Come Crisalidi. Lèggère trasformazioni: ecco il titolo della nuova stagione del Circolo dei lettori di Torino, che proprio quest’anno compie 18 anni e “diventa maggiorenne”. Un concetto (e una suggestione) sottolineato dal presidente della Fondazione Circolo dei lettori, il notaio Giulio Biino, e dalla direttrice del Circolo, Elena Loewenthal, durante la conferenza stampa di presentazione della stagione (il 10 settembre). Una conferenza a cui eravamo presenti anche noi, insieme a una gremita platea, a svariate Istituzioni (ha fatto il suo “debutto” cittadino Marina Chiarelli, nuovo assessore regionale alla Cultura), a Fondazione CRT (nella persona del consigliere Giampiero Leo), alla direttrice del Salone del libro Annalena Benini, e poi a giornalisti, curiosi, ospiti assortiti…
Non ci ha stupito tutta questa partecipazione, d’altronde il format del Circolo è una affermata case history di successo (un unicum nazionale già esportato a Novara e Verbania), con un palinsesto ricco e ampio, suggellato da nomi di rilevanza nazionale; dai podcast live alle presentazioni dei libri, dai laboratori interrativi a tutti gli altri eventi in programma al Circolo.

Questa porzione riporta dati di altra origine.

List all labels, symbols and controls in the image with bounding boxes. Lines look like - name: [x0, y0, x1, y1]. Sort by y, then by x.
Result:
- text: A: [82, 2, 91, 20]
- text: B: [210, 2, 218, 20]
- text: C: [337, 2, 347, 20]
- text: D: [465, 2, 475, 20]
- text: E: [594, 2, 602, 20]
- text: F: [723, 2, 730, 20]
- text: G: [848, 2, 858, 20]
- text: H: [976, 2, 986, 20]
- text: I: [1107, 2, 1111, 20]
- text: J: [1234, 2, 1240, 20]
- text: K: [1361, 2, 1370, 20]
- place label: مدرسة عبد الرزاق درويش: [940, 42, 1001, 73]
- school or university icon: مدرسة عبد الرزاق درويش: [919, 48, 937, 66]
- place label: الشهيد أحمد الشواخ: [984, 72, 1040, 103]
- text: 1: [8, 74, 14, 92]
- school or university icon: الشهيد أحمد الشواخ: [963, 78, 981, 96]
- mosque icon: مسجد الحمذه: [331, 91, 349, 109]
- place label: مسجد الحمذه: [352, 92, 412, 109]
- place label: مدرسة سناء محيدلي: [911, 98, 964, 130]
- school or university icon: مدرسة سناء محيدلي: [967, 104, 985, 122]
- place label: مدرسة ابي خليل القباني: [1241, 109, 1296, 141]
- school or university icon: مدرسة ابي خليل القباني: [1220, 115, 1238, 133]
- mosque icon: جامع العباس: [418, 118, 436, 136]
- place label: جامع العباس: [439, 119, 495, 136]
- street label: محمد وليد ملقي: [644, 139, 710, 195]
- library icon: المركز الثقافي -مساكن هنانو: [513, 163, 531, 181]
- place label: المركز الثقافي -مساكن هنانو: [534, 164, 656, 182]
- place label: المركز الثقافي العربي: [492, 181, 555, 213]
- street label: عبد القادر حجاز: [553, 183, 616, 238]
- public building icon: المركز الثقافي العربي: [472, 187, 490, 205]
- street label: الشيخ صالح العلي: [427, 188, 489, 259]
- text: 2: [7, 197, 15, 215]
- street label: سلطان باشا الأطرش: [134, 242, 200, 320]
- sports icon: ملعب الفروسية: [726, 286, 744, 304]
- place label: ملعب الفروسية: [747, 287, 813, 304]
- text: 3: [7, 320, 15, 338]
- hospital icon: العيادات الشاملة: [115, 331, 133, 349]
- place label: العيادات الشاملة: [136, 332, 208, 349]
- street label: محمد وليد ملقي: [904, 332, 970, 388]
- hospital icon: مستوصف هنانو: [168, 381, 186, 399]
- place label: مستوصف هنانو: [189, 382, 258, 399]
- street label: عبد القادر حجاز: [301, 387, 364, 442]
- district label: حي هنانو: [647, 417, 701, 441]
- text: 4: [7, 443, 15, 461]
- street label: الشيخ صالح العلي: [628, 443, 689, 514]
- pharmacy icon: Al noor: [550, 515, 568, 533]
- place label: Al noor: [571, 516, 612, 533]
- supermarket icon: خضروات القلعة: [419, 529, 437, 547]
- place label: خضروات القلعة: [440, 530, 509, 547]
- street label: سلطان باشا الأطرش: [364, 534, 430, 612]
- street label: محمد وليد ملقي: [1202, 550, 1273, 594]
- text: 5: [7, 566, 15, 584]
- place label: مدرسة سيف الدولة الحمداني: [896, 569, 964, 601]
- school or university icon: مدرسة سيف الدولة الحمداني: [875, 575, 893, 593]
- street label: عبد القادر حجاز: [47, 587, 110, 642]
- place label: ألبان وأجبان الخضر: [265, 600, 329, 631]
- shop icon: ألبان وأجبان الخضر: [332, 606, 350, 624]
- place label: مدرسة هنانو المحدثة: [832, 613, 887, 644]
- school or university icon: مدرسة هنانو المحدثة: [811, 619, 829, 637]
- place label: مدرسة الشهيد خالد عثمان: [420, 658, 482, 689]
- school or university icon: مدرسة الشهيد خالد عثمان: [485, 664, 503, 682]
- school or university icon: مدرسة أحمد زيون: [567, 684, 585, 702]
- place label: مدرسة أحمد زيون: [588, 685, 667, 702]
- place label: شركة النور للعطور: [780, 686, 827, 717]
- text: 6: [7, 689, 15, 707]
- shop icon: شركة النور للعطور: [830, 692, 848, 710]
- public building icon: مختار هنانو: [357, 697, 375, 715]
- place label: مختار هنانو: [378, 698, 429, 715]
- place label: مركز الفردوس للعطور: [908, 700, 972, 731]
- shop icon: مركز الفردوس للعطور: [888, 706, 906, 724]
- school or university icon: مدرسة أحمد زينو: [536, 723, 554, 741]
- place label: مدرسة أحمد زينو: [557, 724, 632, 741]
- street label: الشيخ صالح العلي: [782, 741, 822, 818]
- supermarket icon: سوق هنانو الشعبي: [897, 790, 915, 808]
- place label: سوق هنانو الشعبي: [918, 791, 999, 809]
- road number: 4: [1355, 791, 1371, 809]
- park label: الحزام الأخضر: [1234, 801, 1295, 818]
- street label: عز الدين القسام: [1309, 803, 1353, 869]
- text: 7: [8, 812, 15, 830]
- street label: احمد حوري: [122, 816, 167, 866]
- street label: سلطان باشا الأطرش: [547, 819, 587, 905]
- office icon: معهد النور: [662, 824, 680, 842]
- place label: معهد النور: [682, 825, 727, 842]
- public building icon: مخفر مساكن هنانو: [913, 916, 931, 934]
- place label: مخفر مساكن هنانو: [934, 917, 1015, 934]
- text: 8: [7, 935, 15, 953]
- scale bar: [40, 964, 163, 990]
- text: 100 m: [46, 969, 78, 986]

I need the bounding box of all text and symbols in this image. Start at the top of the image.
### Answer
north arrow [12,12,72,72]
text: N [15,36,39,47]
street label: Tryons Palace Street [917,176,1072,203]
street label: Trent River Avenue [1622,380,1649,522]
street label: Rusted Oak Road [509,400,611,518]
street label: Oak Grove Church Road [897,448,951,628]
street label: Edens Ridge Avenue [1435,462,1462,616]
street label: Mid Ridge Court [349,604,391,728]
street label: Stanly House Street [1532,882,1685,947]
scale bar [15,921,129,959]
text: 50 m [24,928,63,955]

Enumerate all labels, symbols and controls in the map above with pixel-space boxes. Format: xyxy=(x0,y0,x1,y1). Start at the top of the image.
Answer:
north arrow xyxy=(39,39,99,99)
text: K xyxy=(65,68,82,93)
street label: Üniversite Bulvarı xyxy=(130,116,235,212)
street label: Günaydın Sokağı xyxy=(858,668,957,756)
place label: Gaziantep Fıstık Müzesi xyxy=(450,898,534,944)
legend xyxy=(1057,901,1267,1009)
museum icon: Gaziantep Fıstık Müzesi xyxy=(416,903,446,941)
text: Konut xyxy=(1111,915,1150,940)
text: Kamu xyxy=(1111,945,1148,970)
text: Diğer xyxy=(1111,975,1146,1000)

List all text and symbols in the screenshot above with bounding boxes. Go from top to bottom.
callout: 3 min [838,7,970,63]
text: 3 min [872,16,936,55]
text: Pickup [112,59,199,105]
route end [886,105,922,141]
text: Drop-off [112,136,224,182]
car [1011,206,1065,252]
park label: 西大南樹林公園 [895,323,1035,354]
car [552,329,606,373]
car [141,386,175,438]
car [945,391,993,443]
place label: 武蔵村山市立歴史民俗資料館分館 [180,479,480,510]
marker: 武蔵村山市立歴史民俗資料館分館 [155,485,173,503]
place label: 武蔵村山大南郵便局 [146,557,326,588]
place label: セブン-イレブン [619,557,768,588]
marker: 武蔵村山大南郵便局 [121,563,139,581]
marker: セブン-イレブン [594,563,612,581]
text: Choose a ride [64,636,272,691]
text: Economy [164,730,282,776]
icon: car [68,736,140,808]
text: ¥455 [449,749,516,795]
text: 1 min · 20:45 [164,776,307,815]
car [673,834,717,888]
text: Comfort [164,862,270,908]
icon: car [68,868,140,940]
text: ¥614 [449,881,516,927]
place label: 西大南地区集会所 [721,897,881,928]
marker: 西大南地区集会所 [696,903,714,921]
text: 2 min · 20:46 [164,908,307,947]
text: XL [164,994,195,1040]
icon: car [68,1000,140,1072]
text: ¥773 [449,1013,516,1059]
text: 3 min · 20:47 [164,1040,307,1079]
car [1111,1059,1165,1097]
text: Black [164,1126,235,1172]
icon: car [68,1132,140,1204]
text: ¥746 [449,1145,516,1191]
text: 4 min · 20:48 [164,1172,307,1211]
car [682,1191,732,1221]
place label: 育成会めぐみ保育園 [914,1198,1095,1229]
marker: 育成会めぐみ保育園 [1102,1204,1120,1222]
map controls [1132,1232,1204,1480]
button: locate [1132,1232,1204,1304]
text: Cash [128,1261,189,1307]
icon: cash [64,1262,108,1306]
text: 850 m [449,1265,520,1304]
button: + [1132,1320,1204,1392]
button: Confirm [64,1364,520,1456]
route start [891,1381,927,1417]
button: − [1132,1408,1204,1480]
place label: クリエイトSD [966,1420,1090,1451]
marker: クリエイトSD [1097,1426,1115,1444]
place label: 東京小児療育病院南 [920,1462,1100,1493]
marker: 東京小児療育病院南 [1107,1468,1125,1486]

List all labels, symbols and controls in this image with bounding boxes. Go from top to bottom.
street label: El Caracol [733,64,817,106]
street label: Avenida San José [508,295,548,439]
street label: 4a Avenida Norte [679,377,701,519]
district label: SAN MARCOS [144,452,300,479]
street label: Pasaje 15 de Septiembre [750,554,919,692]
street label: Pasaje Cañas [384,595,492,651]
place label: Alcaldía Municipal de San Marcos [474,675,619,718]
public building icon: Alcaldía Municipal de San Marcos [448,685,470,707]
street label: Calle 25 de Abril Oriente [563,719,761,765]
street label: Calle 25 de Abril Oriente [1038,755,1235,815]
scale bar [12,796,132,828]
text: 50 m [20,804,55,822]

A cui quest’anno si aggiungono 4 festival speciali: Torino Spiritualità (XX edizione), Festival del Classico, Scarabocchi, Radici (tutti molto interessanti e da scoprire). Naturalmente per info più complete e approfondite noi vi rimandiamo al sito www.circololettori.it (lì c’è tutto quello che dovete sapere).
In sintesi: per il suo diciottesimo compleanno il Circolo ha disegnato una stagione veramente da fuochi d’artificio in cui riponiamo grandi aspettative.